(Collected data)
· · · · ·

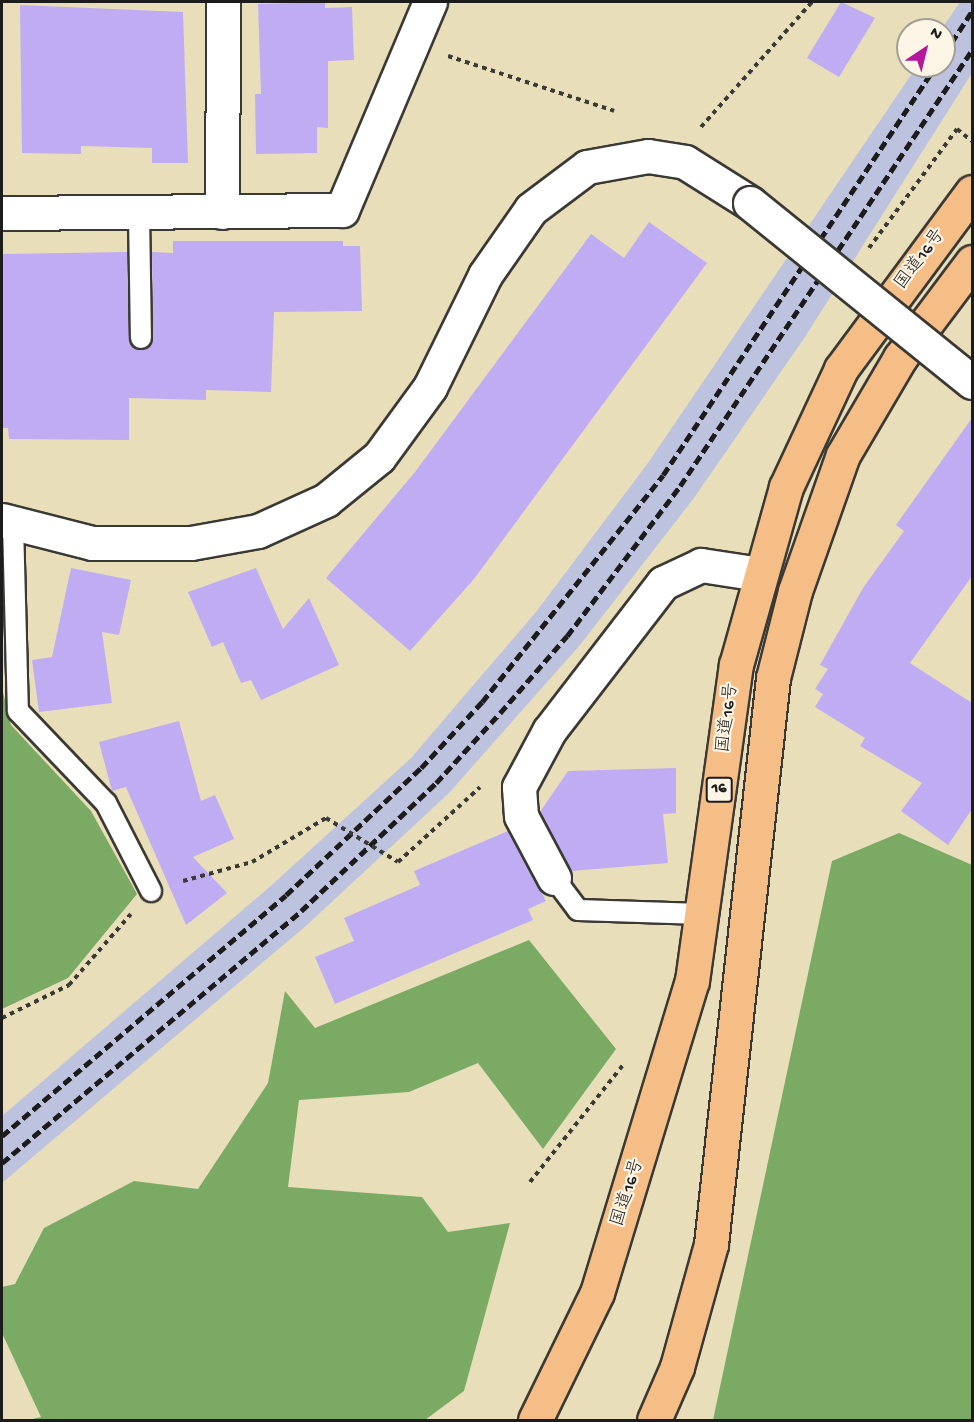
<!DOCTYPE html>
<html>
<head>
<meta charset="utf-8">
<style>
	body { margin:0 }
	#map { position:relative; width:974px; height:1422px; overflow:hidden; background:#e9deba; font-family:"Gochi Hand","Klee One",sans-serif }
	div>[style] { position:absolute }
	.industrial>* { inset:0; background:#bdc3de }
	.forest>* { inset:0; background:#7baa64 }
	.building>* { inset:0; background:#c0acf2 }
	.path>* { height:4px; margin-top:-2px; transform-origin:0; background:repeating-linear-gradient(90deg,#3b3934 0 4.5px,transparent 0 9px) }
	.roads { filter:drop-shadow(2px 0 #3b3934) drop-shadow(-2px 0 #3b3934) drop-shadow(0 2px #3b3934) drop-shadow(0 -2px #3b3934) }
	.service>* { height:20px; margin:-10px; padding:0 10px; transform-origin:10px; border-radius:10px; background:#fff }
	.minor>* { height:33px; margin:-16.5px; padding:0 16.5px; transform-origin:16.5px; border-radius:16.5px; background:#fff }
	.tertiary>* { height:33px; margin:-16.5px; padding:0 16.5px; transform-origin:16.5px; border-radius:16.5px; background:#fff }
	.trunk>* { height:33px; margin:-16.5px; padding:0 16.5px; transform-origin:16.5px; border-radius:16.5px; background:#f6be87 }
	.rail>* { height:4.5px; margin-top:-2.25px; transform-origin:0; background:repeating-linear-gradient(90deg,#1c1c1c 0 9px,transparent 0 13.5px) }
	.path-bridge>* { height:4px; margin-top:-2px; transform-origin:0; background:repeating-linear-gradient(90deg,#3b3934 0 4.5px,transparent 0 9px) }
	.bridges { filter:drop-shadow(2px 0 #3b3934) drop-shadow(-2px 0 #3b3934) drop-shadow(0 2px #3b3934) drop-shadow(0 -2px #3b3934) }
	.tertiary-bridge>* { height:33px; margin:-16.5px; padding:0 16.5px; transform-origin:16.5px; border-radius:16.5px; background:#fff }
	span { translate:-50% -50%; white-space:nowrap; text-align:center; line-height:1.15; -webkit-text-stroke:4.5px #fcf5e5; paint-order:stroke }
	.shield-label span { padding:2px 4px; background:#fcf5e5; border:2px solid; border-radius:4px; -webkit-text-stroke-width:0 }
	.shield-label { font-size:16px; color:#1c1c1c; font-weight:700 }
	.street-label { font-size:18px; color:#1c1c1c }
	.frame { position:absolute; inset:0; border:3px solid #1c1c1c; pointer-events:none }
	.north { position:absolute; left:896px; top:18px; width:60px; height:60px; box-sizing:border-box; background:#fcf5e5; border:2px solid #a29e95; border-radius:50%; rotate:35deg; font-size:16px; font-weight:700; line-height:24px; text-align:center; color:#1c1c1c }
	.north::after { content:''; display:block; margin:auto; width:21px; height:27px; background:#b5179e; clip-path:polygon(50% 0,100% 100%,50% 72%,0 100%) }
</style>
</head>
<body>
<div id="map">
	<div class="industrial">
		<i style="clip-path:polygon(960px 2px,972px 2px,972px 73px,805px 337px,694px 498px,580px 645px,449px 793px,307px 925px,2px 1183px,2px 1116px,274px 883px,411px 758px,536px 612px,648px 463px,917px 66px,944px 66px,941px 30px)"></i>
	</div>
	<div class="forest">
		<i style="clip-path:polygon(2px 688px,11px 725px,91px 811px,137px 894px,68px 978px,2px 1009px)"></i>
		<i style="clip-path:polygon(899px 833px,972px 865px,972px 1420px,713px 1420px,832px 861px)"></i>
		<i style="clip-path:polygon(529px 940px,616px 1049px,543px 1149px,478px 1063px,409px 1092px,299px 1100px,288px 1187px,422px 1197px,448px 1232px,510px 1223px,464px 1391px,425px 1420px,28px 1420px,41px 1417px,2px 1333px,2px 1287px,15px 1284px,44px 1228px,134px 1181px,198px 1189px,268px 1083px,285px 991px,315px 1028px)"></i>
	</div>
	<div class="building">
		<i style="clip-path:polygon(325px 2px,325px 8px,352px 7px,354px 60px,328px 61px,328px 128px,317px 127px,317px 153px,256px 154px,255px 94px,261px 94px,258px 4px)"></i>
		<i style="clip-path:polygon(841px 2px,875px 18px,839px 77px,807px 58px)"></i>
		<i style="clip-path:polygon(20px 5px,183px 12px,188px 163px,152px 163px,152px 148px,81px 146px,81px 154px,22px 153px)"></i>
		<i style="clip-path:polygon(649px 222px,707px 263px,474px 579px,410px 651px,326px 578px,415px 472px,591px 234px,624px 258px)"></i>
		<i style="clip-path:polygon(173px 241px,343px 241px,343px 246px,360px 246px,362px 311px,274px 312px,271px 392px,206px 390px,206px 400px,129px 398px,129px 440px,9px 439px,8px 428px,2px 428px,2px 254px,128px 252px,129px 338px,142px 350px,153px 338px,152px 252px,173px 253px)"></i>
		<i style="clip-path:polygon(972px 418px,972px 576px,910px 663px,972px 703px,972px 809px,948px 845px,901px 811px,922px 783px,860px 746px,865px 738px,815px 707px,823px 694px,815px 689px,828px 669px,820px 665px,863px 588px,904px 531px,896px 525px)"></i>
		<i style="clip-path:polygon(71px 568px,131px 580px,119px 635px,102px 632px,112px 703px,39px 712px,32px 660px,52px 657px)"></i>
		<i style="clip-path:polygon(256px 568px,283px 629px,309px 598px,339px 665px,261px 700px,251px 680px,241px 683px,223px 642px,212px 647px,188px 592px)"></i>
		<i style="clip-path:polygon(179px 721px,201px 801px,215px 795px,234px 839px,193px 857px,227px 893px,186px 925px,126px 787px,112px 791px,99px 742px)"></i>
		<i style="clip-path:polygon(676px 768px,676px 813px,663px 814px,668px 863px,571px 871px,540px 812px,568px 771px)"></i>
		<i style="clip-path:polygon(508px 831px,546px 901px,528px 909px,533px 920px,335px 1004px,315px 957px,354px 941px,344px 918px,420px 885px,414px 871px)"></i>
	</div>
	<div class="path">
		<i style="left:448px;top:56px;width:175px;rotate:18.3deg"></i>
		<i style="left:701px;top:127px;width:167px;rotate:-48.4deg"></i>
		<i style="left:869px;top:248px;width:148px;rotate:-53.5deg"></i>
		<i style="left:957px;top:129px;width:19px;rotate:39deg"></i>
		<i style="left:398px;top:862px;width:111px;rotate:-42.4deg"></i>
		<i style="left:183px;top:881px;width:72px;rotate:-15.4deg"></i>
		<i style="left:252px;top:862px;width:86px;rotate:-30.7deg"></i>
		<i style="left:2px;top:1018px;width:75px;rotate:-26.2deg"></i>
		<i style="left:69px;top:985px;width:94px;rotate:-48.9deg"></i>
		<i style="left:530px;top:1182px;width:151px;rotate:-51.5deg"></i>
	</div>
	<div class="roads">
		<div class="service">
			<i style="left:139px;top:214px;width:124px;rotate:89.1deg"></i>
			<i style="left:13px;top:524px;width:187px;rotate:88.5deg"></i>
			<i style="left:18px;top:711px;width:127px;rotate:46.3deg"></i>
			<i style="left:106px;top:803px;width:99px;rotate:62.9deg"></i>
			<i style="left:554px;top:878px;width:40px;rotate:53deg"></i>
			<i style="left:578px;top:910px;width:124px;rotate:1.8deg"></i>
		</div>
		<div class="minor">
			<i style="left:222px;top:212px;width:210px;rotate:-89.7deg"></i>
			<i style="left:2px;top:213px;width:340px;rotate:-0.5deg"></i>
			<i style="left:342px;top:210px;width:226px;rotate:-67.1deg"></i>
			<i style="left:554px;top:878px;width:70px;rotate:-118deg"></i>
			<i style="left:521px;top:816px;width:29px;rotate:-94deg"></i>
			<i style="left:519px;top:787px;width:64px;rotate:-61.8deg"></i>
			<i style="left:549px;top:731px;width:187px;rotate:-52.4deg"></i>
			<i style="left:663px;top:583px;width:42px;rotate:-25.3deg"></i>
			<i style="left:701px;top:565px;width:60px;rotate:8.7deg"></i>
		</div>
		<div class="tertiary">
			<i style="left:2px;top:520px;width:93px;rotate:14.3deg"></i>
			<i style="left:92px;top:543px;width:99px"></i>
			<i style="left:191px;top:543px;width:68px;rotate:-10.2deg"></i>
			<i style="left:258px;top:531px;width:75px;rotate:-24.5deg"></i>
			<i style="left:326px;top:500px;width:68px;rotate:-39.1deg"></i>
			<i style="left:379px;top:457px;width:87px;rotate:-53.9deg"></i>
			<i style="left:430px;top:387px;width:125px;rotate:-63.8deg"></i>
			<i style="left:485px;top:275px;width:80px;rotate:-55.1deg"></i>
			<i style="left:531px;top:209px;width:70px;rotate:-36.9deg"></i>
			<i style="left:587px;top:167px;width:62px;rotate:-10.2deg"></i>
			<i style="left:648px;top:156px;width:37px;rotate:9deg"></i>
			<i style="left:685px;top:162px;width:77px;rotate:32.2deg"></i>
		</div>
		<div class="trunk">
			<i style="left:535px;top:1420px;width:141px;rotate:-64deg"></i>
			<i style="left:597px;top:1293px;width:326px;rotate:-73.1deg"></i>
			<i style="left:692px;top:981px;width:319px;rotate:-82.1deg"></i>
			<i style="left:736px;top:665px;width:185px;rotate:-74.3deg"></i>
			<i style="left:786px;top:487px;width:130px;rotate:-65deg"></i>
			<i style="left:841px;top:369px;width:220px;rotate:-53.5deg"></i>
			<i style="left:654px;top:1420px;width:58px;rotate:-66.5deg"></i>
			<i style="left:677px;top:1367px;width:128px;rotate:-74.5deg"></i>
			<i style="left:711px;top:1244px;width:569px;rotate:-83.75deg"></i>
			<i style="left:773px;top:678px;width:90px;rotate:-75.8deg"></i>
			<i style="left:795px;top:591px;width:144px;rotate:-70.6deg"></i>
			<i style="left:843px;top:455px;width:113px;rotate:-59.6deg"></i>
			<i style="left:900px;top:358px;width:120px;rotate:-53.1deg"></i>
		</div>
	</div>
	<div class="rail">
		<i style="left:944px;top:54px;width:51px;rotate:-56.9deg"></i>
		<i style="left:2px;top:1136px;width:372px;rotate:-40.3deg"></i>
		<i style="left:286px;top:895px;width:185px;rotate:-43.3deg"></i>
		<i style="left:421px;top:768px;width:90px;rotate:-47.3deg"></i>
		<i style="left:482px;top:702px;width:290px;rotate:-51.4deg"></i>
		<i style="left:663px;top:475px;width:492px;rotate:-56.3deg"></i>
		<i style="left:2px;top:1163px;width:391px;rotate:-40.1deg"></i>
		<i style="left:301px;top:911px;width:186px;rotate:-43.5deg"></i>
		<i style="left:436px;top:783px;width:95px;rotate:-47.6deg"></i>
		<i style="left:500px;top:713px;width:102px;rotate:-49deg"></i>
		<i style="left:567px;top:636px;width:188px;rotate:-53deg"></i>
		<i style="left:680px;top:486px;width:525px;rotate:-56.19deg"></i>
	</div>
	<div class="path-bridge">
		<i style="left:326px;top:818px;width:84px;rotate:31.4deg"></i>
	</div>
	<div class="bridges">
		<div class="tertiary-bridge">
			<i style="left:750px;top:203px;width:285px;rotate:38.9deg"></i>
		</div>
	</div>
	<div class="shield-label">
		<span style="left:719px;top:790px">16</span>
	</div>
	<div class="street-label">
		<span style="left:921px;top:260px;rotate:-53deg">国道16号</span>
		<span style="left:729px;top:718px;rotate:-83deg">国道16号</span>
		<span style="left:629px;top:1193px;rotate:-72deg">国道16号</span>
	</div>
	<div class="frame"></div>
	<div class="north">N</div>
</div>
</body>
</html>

· · · · ·

▶ _Your assignment_
Could you tally the lines in these records that contain the word "transform" and give only the result?

▶ _Solved exercise_
8